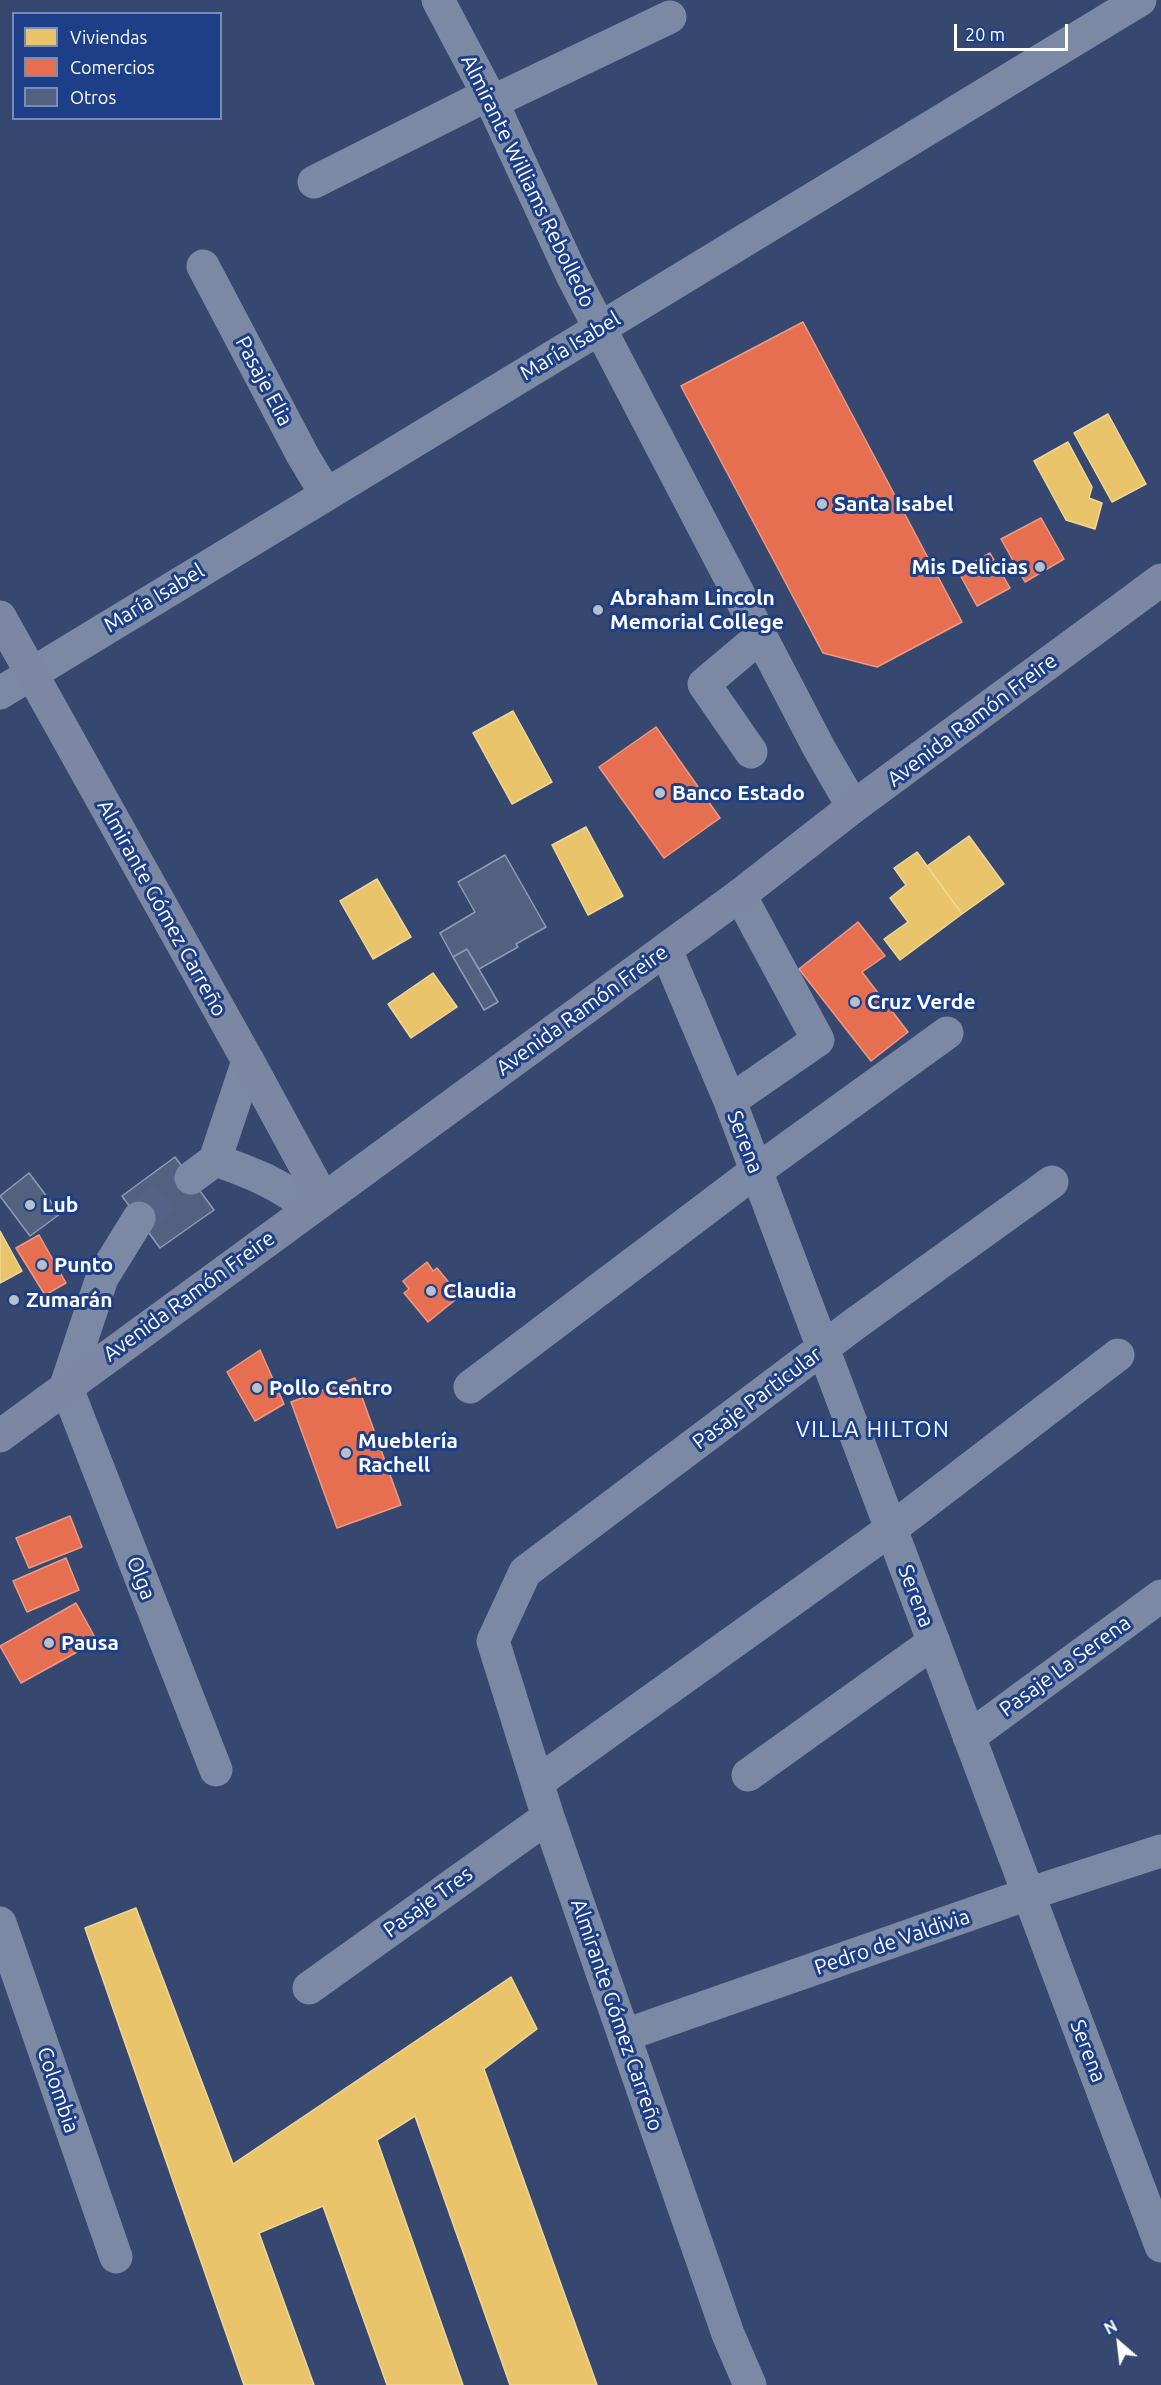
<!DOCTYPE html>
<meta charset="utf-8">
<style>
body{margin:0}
#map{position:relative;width:1161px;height:2385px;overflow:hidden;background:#364870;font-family:Ubuntu,sans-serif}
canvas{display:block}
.legend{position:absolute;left:12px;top:12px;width:210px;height:108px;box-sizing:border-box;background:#1d3f88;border:2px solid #778cb8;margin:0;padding:8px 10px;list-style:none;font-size:18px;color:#fff}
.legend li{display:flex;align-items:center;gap:12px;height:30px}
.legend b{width:30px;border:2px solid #778cb8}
.north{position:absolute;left:1089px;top:2313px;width:60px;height:60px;-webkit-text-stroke:4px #1d3f88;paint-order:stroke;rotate:332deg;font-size:16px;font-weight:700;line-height:24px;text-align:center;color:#fff}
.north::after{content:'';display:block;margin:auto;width:21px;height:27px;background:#fff;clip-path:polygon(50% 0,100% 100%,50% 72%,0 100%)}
.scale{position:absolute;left:954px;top:24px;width:114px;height:27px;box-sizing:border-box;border:3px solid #fff;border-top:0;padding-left:8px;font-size:18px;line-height:21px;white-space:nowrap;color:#fff;-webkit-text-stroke:4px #1d3f88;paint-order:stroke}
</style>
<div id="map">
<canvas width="1161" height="2385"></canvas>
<ul class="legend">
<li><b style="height:16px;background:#e9c46a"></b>Viviendas</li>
<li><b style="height:16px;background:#e76f51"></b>Comercios</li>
<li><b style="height:16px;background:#526180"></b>Otros</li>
</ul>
<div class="north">N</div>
<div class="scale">20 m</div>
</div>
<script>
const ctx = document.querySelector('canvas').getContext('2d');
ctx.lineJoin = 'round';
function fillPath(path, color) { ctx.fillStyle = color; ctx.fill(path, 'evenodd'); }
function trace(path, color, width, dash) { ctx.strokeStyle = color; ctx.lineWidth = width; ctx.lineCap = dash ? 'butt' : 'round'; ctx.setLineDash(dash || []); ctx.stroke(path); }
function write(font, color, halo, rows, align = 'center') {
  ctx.font = font + ' Ubuntu,sans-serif'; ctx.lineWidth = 6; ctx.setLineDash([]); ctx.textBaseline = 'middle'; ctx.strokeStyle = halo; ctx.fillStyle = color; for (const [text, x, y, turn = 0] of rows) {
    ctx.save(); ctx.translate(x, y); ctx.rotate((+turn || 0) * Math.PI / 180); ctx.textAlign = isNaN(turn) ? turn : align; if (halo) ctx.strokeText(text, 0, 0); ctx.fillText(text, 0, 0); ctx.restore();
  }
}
const homes = new Path2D(`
 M1108,414L1146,484L1112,502L1074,433Z
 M1068,442L1092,487L1089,498L1102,503L1095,529L1066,520L1034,461Z
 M513,711L552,782L512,804L473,733Z
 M586,827L623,896L588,915L552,845Z
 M969,836L1004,884L962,914L927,866Z
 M917,852L962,914L900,960L884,939L908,922L890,898L906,885L894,868Z
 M377,879L411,937L373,959L340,901Z
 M433,973L457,1007L411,1038L388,1004Z
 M0,1231L22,1271L0,1283Z
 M136,1908L233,2164L511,1977L537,2029L484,2069L597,2385H510L415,2116L377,2140L463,2385H387L323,2206L259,2233L314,2385H244L85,1928Z`);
fillPath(homes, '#e9c46a');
trace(homes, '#f0d697', 1.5);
const shops = new Path2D(`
 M803,322L962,622L877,667L823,653L681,386Z
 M1041,518L1064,559L1025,582L1001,539Z
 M990,553L1010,588L977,606L958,571Z
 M656,727L720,818L664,858L599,767Z
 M858,922L885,956L862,972L908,1032L871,1061L799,969Z
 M39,1235L66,1283L45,1295L16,1248Z
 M427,1262L433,1271L437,1268L460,1296L428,1322L404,1293L409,1289L403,1281Z
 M260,1350L284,1404L255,1421L227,1372Z
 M355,1378L401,1505L337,1528L291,1402Z
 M70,1516L82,1547L29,1568L16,1538Z
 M66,1558L79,1590L27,1612L13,1581Z
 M76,1603L97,1641L21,1683L0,1646Z`);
fillPath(shops, '#e76f51');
trace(shops, '#ee9a85', 1.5);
const building = new Path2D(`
 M505,855L546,927L516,944L518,947L479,969L467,949L453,957L440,933L475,912L458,882Z
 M467,949L498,1002L484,1010L453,957Z
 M175,1157L214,1210L160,1248L122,1196Z
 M29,1173L60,1214L30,1236L0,1196Z`);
fillPath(building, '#526180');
trace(building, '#909bb3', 1.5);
trace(new Path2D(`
 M139,1218L191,1178`), '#546385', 33, [33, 16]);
trace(new Path2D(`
 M438,0L492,102L572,275L819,748L853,807
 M492,102L670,17
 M314,182L487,95
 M203,266L303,456L326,494
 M0,693L1140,0
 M751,752L704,684L761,636
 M666,950L730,1101L1161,2246
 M730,1101L818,1040L740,895
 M215,1160C250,1172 281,1184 309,1208
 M191,1178L215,1160L248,1061
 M139,1218L102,1278L66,1386L216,1770
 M470,1387L756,1171L947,1033
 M969,1737L1161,1596
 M748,1775L934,1642
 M538,1782L891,1529L1118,1355
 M0,1923L116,2257
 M309,1988L548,1817
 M625,2035L1028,1894L1161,1851
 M750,2385L728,2334L548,1817L493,1641L525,1572L856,1323L1052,1182`), '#7c89a5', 33);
trace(new Path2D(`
 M0,617L248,1061L323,1199
 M0,1436L740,895L853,807L1161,580`), '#7c88a3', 33);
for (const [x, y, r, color] of [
 [822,504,6,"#b9bfcd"],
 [1040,567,6,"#b9bfcd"],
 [598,610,6,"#b9bfcd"],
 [660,793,6,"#b9bfcd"],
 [855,1002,6,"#b9bfcd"],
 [30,1205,6,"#b9bfcd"],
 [42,1265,6,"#b9bfcd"],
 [431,1291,6,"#b9bfcd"],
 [14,1300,6,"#b9bfcd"],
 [257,1388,6,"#b9bfcd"],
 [346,1453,6,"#b9bfcd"],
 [49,1643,6,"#b9bfcd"]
]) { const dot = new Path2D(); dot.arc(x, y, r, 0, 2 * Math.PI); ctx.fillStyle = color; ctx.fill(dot); trace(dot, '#1d3f88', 2); }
write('21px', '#fff', '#1d3f88', [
 ["Almirante Williams Rebolledo",528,181,64],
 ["María Isabel",570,346,-31],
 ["Pasaje Elia",264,381,62],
 ["María Isabel",154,598,-31],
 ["Avenida Ramón Freire",972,720,-37],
 ["Almirante Gómez Carreño",162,908,61],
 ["Avenida Ramón Freire",582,1010,-36],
 ["Serena",745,1142,69],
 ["Avenida Ramón Freire",189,1296,-36],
 ["Pasaje Particular",757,1398,-37],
 ["Olga",141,1578,69],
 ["Serena",916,1596,69],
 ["Pasaje La Serena",1065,1666,-36],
 ["Pasaje Tres",428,1902,-36],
 ["Pedro de Valdivia",892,1942,-19],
 ["Almirante Gómez Carreño",617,2015,71],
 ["Serena",1088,2051,69],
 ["Colombia",58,2090,71]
]);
write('bold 21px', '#fff', '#1d3f88', [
 ["Santa Isabel",834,504],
 ["Mis Delicias",1028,567,"right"],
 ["Abraham Lincoln",610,598],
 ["Memorial College",610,622],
 ["Banco Estado",672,793],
 ["Cruz Verde",867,1002],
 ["Lub",42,1205],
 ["Punto",54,1265],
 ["Claudia",443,1291],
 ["Zumarán",26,1300],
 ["Pollo Centro",269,1388],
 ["Mueblería",358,1441],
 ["Rachell",358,1465],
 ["Pausa",61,1643]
], 'left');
ctx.letterSpacing = '1.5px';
write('22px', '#fff', '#1d3f88', [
 ["VILLA HILTON",873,1430]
]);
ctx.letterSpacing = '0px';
</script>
:::::
Your assignment: Go through the lines above and copy any that contain "turn".

Exercise result:
  ctx.font = font + ' Ubuntu,sans-serif'; ctx.lineWidth = 6; ctx.setLineDash([]); ctx.textBaseline = 'middle'; ctx.strokeStyle = halo; ctx.fillStyle = color; for (const [text, x, y, turn = 0] of rows) {
    ctx.save(); ctx.translate(x, y); ctx.rotate((+turn || 0) * Math.PI / 180); ctx.textAlign = isNaN(turn) ? turn : align; if (halo) ctx.strokeText(text, 0, 0); ctx.fillText(text, 0, 0); ctx.restore();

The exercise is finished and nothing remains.